One of the most vocal opponents in Metro Government of the two bridges plan is Councilwoman Tina Ward-Pugh. She also opposes the mayor’s four appointments to the authority because they do not include any council members. She says the public should have a representative on the panel .

“We don’t vote on anything. We don’t get to deliberate on anything,” she says. “Their recommendation goes to Frankfort, and we have no vote in Frankfort, other than our elected officials.”

Even though the authority will have public meetings, Ward-Pugh wants citizens to have a more direct voice in the project. She says two bridges are unnecessary and too expensive, and predicts that will eventually become clear to others.

“Once we move forward building the east-end bridge as is slated to be built first, this community and the leaders now who are for two bridges will understand clearly why we just need one East-End bridge and we’ll have time to try it on for size and see what works,” she says.

Ward-Pugh’s plan is similar to the one put forward by the group 8664. It proposes only an east-end bridge and a new parkway in place of interstate 64 downtown. 8664 leaders say they will remain committed to their plan as the authority begins its work. And then there’s the conservation group River Fields, which has its own ideas about bridge location.

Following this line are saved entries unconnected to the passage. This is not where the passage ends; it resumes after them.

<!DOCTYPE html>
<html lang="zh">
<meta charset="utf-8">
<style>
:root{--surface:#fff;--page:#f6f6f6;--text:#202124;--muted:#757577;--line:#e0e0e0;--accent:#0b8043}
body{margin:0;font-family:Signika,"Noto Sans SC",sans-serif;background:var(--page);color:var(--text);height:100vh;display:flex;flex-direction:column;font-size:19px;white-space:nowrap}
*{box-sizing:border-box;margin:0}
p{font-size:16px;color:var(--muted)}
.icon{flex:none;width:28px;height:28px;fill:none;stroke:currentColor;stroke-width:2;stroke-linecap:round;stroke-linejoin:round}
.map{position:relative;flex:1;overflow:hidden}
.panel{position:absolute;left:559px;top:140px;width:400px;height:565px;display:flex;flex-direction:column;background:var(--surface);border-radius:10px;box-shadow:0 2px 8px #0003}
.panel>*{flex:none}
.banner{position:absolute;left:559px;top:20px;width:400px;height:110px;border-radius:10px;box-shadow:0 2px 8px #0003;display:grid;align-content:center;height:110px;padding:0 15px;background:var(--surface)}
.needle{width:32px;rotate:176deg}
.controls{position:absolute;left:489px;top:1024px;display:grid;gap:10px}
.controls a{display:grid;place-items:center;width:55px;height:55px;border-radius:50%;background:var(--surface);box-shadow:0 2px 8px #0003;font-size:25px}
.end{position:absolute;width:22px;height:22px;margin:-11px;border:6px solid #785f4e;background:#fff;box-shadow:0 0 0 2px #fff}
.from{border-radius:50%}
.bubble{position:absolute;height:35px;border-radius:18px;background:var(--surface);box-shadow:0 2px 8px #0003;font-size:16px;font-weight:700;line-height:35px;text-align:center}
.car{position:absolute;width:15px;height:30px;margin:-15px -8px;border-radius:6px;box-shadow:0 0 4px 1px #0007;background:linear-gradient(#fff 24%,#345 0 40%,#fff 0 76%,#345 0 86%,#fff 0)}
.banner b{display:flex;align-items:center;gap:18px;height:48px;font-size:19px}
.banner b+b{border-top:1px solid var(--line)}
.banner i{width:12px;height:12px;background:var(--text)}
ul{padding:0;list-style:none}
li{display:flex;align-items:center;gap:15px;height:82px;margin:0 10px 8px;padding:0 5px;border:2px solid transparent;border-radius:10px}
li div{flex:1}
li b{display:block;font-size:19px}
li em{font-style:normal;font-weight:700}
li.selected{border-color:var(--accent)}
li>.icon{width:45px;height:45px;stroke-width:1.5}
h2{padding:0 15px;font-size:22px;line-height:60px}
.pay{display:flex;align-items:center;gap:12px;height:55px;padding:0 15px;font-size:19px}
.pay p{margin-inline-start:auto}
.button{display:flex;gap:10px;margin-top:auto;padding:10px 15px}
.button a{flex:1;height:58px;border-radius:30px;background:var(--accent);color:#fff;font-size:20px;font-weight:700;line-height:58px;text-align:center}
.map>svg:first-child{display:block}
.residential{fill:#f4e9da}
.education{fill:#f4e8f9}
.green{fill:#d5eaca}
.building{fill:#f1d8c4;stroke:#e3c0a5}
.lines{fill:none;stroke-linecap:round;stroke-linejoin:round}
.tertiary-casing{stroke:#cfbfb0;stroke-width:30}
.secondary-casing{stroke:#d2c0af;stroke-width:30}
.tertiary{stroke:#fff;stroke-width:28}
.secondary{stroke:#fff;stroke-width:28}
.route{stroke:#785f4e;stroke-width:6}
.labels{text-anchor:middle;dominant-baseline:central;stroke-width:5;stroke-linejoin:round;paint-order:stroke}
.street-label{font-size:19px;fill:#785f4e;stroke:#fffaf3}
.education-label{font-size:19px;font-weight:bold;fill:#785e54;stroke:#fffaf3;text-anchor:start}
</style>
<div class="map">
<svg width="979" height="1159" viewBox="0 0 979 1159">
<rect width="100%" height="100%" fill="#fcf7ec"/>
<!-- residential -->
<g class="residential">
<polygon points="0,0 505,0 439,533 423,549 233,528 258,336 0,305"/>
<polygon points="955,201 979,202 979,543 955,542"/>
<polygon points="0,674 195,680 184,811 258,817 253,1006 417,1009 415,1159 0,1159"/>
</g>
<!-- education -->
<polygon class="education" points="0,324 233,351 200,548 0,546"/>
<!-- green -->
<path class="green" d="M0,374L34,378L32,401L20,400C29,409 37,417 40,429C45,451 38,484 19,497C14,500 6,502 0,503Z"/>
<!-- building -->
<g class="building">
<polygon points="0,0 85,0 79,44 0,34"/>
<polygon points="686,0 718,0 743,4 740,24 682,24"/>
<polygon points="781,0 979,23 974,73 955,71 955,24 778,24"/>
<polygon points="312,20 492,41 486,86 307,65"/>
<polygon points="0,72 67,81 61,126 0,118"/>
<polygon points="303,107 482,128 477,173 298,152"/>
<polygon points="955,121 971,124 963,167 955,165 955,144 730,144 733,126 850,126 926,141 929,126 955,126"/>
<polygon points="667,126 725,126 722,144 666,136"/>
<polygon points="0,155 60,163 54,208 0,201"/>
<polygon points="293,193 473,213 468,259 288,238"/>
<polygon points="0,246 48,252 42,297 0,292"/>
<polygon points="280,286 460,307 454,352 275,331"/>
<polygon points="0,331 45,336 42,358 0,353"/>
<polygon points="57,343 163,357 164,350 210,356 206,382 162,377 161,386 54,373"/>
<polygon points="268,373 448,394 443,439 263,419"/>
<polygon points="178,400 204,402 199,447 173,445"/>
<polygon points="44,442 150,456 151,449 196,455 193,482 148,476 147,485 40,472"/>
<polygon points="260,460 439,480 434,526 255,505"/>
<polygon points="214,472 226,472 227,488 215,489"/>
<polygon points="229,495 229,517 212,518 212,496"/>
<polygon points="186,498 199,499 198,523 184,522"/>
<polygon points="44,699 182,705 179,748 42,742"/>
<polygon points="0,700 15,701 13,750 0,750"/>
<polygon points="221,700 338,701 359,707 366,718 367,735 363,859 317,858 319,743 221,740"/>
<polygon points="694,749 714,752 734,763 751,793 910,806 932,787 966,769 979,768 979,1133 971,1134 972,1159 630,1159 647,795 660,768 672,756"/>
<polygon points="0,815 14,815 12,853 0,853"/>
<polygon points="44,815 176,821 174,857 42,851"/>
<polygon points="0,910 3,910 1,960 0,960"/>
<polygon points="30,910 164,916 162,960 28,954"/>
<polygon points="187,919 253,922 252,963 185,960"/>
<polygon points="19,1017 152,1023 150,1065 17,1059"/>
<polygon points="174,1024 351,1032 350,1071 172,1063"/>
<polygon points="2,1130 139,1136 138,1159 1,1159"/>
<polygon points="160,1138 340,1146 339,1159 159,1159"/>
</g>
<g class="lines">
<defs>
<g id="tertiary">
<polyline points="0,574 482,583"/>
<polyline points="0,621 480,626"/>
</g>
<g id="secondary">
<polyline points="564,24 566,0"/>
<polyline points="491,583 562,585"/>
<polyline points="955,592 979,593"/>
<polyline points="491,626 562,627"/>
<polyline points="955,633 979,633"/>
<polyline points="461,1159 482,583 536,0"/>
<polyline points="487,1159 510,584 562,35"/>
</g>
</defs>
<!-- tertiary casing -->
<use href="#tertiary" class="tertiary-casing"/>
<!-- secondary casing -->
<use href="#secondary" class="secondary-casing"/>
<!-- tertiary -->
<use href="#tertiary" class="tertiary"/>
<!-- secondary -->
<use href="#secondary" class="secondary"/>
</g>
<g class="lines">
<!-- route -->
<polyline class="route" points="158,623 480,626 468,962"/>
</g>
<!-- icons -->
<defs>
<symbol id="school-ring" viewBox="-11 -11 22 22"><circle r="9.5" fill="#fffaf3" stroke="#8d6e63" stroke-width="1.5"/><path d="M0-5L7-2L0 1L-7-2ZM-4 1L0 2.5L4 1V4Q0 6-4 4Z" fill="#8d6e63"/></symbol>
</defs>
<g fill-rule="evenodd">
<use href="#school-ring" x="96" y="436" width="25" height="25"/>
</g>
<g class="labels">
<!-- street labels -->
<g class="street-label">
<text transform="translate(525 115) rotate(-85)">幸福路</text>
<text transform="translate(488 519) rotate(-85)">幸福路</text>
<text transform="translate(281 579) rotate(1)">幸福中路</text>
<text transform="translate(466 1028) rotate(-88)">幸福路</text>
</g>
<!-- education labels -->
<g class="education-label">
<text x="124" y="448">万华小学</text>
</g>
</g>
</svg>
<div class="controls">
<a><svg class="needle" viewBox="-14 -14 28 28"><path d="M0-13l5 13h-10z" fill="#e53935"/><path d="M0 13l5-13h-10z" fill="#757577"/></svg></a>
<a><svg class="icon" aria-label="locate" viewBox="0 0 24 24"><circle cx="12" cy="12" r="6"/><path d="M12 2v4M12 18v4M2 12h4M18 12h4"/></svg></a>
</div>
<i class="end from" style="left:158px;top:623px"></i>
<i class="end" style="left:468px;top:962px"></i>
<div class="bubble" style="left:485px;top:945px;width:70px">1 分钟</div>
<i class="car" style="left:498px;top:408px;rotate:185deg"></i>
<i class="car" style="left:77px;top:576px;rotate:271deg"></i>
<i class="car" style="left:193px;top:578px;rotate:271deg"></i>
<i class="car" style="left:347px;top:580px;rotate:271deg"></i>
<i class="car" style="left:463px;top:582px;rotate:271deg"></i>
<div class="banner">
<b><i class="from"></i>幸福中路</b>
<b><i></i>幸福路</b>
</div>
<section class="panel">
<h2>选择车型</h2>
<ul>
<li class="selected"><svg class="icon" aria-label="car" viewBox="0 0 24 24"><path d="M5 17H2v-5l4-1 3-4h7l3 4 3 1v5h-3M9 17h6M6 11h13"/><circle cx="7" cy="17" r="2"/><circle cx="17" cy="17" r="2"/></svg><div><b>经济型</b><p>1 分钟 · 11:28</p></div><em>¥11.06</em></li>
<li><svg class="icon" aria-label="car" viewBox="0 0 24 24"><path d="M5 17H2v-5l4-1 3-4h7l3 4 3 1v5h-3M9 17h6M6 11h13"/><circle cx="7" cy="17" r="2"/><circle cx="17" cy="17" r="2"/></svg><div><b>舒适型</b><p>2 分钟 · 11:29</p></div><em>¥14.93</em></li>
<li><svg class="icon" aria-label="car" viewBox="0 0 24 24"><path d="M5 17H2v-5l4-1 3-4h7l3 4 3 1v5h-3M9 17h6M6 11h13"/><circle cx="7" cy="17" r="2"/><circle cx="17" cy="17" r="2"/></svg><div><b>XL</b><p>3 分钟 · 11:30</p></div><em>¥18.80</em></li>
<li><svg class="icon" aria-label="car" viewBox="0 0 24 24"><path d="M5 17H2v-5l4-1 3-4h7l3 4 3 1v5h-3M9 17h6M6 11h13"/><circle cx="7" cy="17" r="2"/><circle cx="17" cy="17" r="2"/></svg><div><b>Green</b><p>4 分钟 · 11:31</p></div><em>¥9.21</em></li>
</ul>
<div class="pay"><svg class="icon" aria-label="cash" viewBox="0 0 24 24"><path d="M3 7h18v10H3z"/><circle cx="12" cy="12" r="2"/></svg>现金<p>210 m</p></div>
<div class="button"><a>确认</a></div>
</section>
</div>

“River Fields isn’t in favor of massive concrete projects at all, but is aware of the purpose and need of this project,” says River Fields’ attorney Bob Griffith.

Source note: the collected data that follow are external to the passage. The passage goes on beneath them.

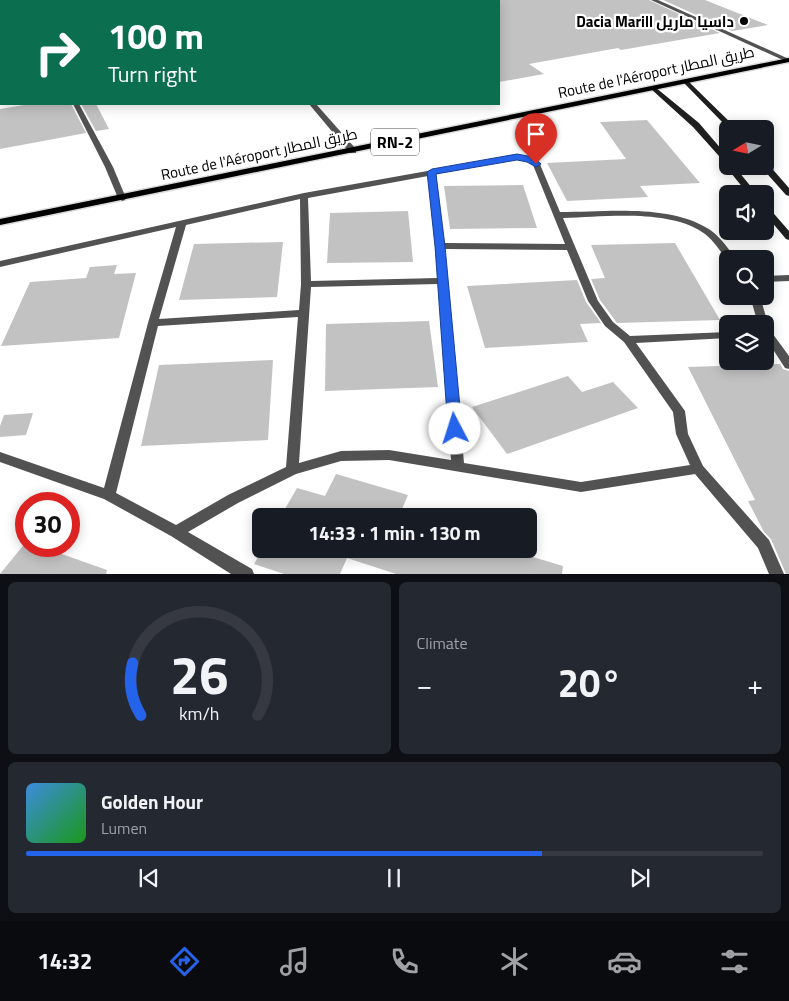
<!DOCTYPE html>
<meta charset="utf-8">
<style>
:root{--surface:#171b24;--page:#242831;--text:#f1f3f6;--muted:#9ea1a6;--line:#363941;--accent:#2563eb}
body{margin:0;font-family:"Titillium Web",Cairo,sans-serif;background:var(--page);color:var(--text);height:100vh;display:flex;flex-direction:column;font-size:19px;white-space:nowrap}
*{box-sizing:border-box;margin:0}
p{font-size:16px;color:var(--muted)}
.icon{flex:none;width:28px;height:28px;fill:none;stroke:currentColor;stroke-width:2;stroke-linecap:round;stroke-linejoin:round}
.map{position:relative;height:574px;overflow:hidden}
.details{display:flex;flex-direction:column;gap:8px;padding:8px;background:#0d0f14;flex:1}
.details>*{flex:none}
.guide{position:absolute;left:0px;top:0px;width:500px;height:105px;box-shadow:0 2px 12px #0003;background:#0b6e4f;color:#fff;overflow:hidden}
.needle{width:32px;rotate:260deg}
.tools{position:absolute;left:719px;top:120px;display:grid;gap:10px}
.tools a{display:grid;place-items:center;width:55px;height:55px;border-radius:8px;background:var(--surface);box-shadow:0 2px 12px #0003;font-size:25px}
.speed{position:absolute;left:15px;top:492px;display:flex;gap:10px;font-size:25px;font-weight:700;text-align:center}
.speed>*{display:grid;place-content:center;width:65px;height:65px;border-radius:50%;background:var(--surface);box-shadow:0 2px 12px #0003;line-height:1}
.speed .limit{border:8px solid #d22;background:#fff;color:#111}
.pin{position:absolute;display:grid;place-items:center;width:42px;height:42px;color:#fff;margin:-51px -21px;border-radius:50% 50% 50% 0;rotate:-45deg;box-shadow:0 0 5px #0007}
.pin .icon{rotate:45deg}
.me{position:absolute;width:55px;margin:-28px;rotate:355deg;stroke-linejoin:round;filter:drop-shadow(0 0 4px #0008)}
.turn{display:flex;align-items:center;gap:18px;height:105px;padding:0 25px;font-size:22px}
.turn .icon{width:65px;height:65px;stroke-width:2.5}
.turn b{display:block;font-size:35px;line-height:42px}
.big{font-size:38px;font-weight:700;line-height:1.1}
.details .tile{flex:1;display:flex;flex-direction:column;justify-content:center;gap:8px;min-width:0;padding:0 18px;border-radius:8px;background:var(--page)}
.details .dial{align-items:center;gap:0}
.dial svg{height:130px;overflow:visible;fill:none;stroke:var(--line);stroke-width:7;stroke-linecap:round;text-anchor:middle}
.dial text{fill:var(--text);stroke:none}
.song{display:flex;align-items:center;gap:15px}
.cover{width:60px;height:60px;border-radius:8px;background:linear-gradient(135deg,hsl(210 70% 55%),hsl(120 70% 35%))}
.played{height:5px;border-radius:2px;background:linear-gradient(90deg,var(--accent) 70%,var(--line) 70%)}
.keys{display:flex;justify-content:space-around;direction:ltr}
.heat{display:flex;justify-content:space-between;align-items:center;font-size:28px;direction:ltr}
.details .tiles{flex:1;display:grid;gap:8px;grid-template-columns:1fr 1fr}
.tile:last-child{grid-column:span 2}
.trip{position:absolute;left:252px;top:508px;width:285px;height:50px;border-radius:8px;background:var(--surface);box-shadow:0 2px 12px #0003;font-weight:700;line-height:50px;text-align:center}
.tab-bar{display:flex;height:80px;justify-content:space-around;align-items:center;background:#090b0e;color:var(--muted)}
.tab-bar .icon{width:35px;height:35px}
.tab-bar .current{color:var(--accent)}
.tab-bar b{font-size:22px;color:var(--text)}
.map>svg:first-child{display:block}
.building{fill:#c2c2c2}
.lines{fill:none;stroke-linecap:round;stroke-linejoin:round}
.primary-casing{stroke:#dbdbdb;stroke-width:3}
.service{fill:#525252;fill-rule:evenodd}
.minor{fill:#525252;fill-rule:evenodd}
.secondary{fill:#1f1f1f;fill-rule:evenodd}
.primary{fill:#000;fill-rule:evenodd}
.route{fill:#2563eb;stroke:#184099}
.poi-dot{fill:#000;stroke:#fff;stroke-width:2}
.labels{text-anchor:middle;dominant-baseline:central;stroke-width:4.5;stroke-linejoin:round;paint-order:stroke}
.far-poi-label{font-size:15px;font-weight:bold;fill:#000;stroke:#fff;text-anchor:end}
.far-street-label{font-size:15px;fill:#000;stroke:#fff}
.shield{fill:#fff;stroke:#4c4c4c;stroke-width:1}
.shield-label{font-size:16px;font-weight:bold;fill:#000}
</style>
<div class="map">
<svg width="789" height="574" viewBox="0 0 789 574">
<rect width="100%" height="100%" fill="#fff"/>
<g class="building">
<path d="M499,0H649L720,33L621,50L618,48L529,64L544,74L499,82Z"/>
<path d="M663,0H705L768,25L732,31Z"/>
<path d="M30,104H71L86,133L0,149V109Z"/>
<path d="M81,104H96L109,129L96,131Z"/>
<path d="M647,120L700,183L640,186L648,197L567,201L547,163L626,159L600,122Z"/>
<path d="M523,185L537,228L450,229L444,186Z"/>
<path d="M408,211L413,262L327,263L330,213Z"/>
<path d="M283,242L277,297L179,300L194,244Z"/>
<path d="M675,243L720,320L617,323L600,300L591,279L605,278L591,245Z"/>
<path d="M117,265L114,274L136,273L119,338L1,346L30,282L86,278L90,267Z"/>
<path d="M577,280L586,302L601,323L580,324L588,342L485,348L467,286Z"/>
<path d="M429,321L438,387L325,391L326,324Z"/>
<path d="M273,360L268,440L141,446L159,365Z"/>
<path d="M780,364L783,369L789,371V574H786L771,539L764,532L748,501L755,500L688,367Z"/>
<path d="M568,376L582,392L613,382L638,408L507,454L472,407Z"/>
<path d="M33,413L26,435L0,437V426L4,415Z"/>
<path d="M336,474L408,495L399,516H281L297,488L325,496Z"/>
<path d="M26,542V546H39L107,570L106,574H0Z"/>
<path d="M263,549H506L563,566L562,574H396L347,558L340,574H284L254,564Z"/>
</g>
<g class="lines">
<g class="primary-casing">
<path id="primary" d="M789,58V62L0,225V219Z"/>
</g>
<g class="service">
<path d="M651,0H658L789,59V61H785Z"/>
<rect x="0" y="99" width="1" height="5"/>
<path d="M73,104H79L113,167L126,198L125,200L122,201L118,198L105,167Z"/>
</g>
<g class="minor">
<path d="M218,0H224L225,1H219Z"/>
<path d="M309,104H316L356,149V153H350Z"/>
<path d="M517,155L532,157L539,162L560,212C605,212 668,204 707,228C719,235 728,248 736,259H728V261C720,251 713,239 702,232C667,209 604,217 563,218L598,301L613,322L630,336L728,332V338L636,343L685,411L688,434L703,466L769,540L784,574H769L758,548L695,474L581,492L389,460L341,461L296,474L238,503L188,532L252,569L254,574H231L171,536L104,499L0,462V452L104,488L148,323L176,227L0,267V261L304,193ZM517,159L527,161L533,165L565,244L444,243L436,174ZM428,176L438,278L311,281L308,198ZM300,199L301,284L299,310L159,319L186,225ZM445,249L567,250L588,301L605,326L624,342L673,412L676,434L690,465L581,482L464,463ZM438,284L451,460L389,450L341,451L299,463L311,287ZM298,317L286,467L228,495L176,525L116,493L158,326Z"/>
<path d="M789,275V281L765,282V276Z"/>
<path d="M750,296H760L768,324L767,326L789,356V369L785,368L765,337V324H758Z"/>
</g>
<g class="secondary">
<path d="M684,81H688L737,129H729L684,83Z"/>
<path d="M651,87H655L699,123L728,157V166H734L757,194H748L727,168V165L693,127L651,89Z"/>
<path d="M765,164H768L789,188V196L786,195L762,168L761,166H765Z"/>
<path d="M765,206L768,207L789,231V240L786,239L765,214Z"/>
</g>
<use href="#primary" class="primary"/>
</g>
<path class="route" d="M517,154L533,157L541,164L536,167L527,162L517,160L436,174L445,246L462,429L460,433H450L448,429L435,246L427,172L432,169Z"/>
<circle class="poi-dot" cx="744" cy="21" r="5"/>
<g class="labels">
<g class="far-poi-label">
<text x="734" y="21">Dacia Marill داسيا ماريل</text>
</g>
<g class="far-street-label">
<text transform="translate(656 72) rotate(-12)">Route de l'Aéroport طريق المطار</text>
<text transform="translate(259 154) rotate(-12)">Route de l'Aéroport طريق المطار</text>
</g>
<rect class="shield" x="371" y="128.5" width="48" height="27" rx="4"/>
<g class="shield-label">
<text x="395" y="142">RN-2</text>
</g>
</g>
</svg>
<div class="tools">
<a><svg class="needle" viewBox="-14 -14 28 28"><path d="M0-13l5 13h-10z" fill="#e53935"/><path d="M0 13l5-13h-10z" fill="#9ea1a6"/></svg></a>
<a><svg class="icon" aria-label="sound" viewBox="0 0 24 24"><path d="M4 9h4l5-4v14l-5-4H4zM17 9q2 3 0 6"/></svg></a>
<a><svg class="icon" aria-label="search" viewBox="0 0 24 24"><circle cx="10" cy="10" r="6"/><path d="M15 15l6 6"/></svg></a>
<a><svg class="icon" aria-label="layers" viewBox="0 0 24 24"><path d="M12 4l9 5-9 5-9-5zM3 14l9 5 9-5"/></svg></a>
</div>
<div class="speed"><div class="limit">30</div></div>
<div class="pin" style="left:536px;top:164px;background:#d93025"><svg class="icon" aria-label="arrive" viewBox="0 0 24 24"><path d="M6 21V4h12l-3 4 3 4H6"/></svg></div>
<svg class="me" style="left:455px;top:429px" viewBox="-20 -20 40 40"><circle r="19" fill="#fff"/><path d="M0-13L10 11 0 6-10 11z" fill="#2563eb"/></svg>
<div class="trip">14:33 · 1 min · 130 m</div>
<div class="guide">
<div class="turn"><svg class="icon" aria-label="right" viewBox="0 0 24 24"><path d="M7 20v-9h11M14 6l5 5-5 5"/></svg><div><b>100 m</b>Turn right</div></div>
</div>
</div>
<section class="details">
<div class="tiles">
<div class="tile dial"><svg viewBox="0 0 100 80">
<path d="M14 69A42 42 0 1 1 86 69"/>
<path d="M14 69A42 42 0 0 1 9 37" stroke="#2563eb"/>
<text x="50" y="56" font-size="32" font-weight="700">26</text>
<text x="50" y="72" font-size="11">km/h</text>
</svg></div>
<div class="tile"><p>Climate</p>
<div class="heat"><a>−</a><b class="big">20°</b><a>+</a></div>
</div>
<div class="tile">
<div class="song"><i class="cover"></i><div><b>Golden Hour</b><p>Lumen</p></div></div>
<div class="played"></div>
<div class="keys"><svg class="icon" aria-label="previous" viewBox="0 0 24 24"><path d="M18 5L8 12l10 7zM5 5v14"/></svg><svg class="icon" aria-label="pause" viewBox="0 0 24 24"><path d="M8 5v14M16 5v14"/></svg><svg class="icon" aria-label="next" viewBox="0 0 24 24"><path d="M6 5l10 7-10 7zM19 5v14"/></svg></div>
</div>
</div>
</section>
<nav class="tab-bar">
<b>14:32</b>
<svg class="icon current" aria-label="directions" viewBox="0 0 24 24"><path d="M12 3l9 9-9 9-9-9zM9 14v-3h6M13 9l2 2-2 2"/></svg>
<svg class="icon" aria-label="music" viewBox="0 0 24 24"><path d="M9 18V5l10-2v13"/><circle cx="6" cy="18" r="3"/><circle cx="16" cy="16" r="3"/></svg>
<svg class="icon" aria-label="phone" viewBox="0 0 24 24"><path d="M5 4h4l2 5-3 2q2 4 5 5l2-3 5 2v4C11 20 4 13 5 4z"/></svg>
<svg class="icon" aria-label="climate" viewBox="0 0 24 24"><path d="M12 3v18M4 7l16 10M4 17L20 7"/></svg>
<svg class="icon" aria-label="car" viewBox="0 0 24 24"><path d="M5 17H2v-5l4-1 3-4h7l3 4 3 1v5h-3M9 17h6M6 11h13"/><circle cx="7" cy="17" r="2"/><circle cx="17" cy="17" r="2"/></svg>
<svg class="icon" aria-label="filters" viewBox="0 0 24 24"><path d="M4 7h16M4 17h16"/><circle cx="9" cy="7" r="2"/><circle cx="15" cy="17" r="2"/></svg>
</nav>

Griffith says the current plan for two bridges is outdated and ignores modern public transportation. A fresh study, Griffith says, would recommend improved public transit, a reduced Spaghetti Junction and, if needed, a downtown bridge but no east-end bridge. He says River Fields is calling for the current plans to be re-examined and has taken the matter to court.

“River Fields and the National Trust for Historic Preservation have filed a lawsuit which challenges the environmental impact statement and ask that it be re-opened for further study,” he says.

“The basic project has been studied enough,” says Joe Reagan, president of Greater Louisville Inc, the chamber of commerce, and a member of the bi-state authority. He says more research won’t reveal anything new.

“This is what has been studied and it has been determined. And it is a system. And the system works if you work the system. If you try to cherry-pick and say we’re only going to build half the project, it doesn’t work,” he says.

Reagan says there have been enough delays in the project and he’s confident a two bridges solution will move forward once the authority begins meeting. He’s not yet sure what will be discussed initially, but finding a financing mechanism will be among the top agenda items.

While the authority was formed to transcend political pressure and speed up the bridges’ construction, it’s clear that every decision will face challenges, as Ward-Pugh, 8664 and River Fields remain dedicated to their own visions for the bridges project.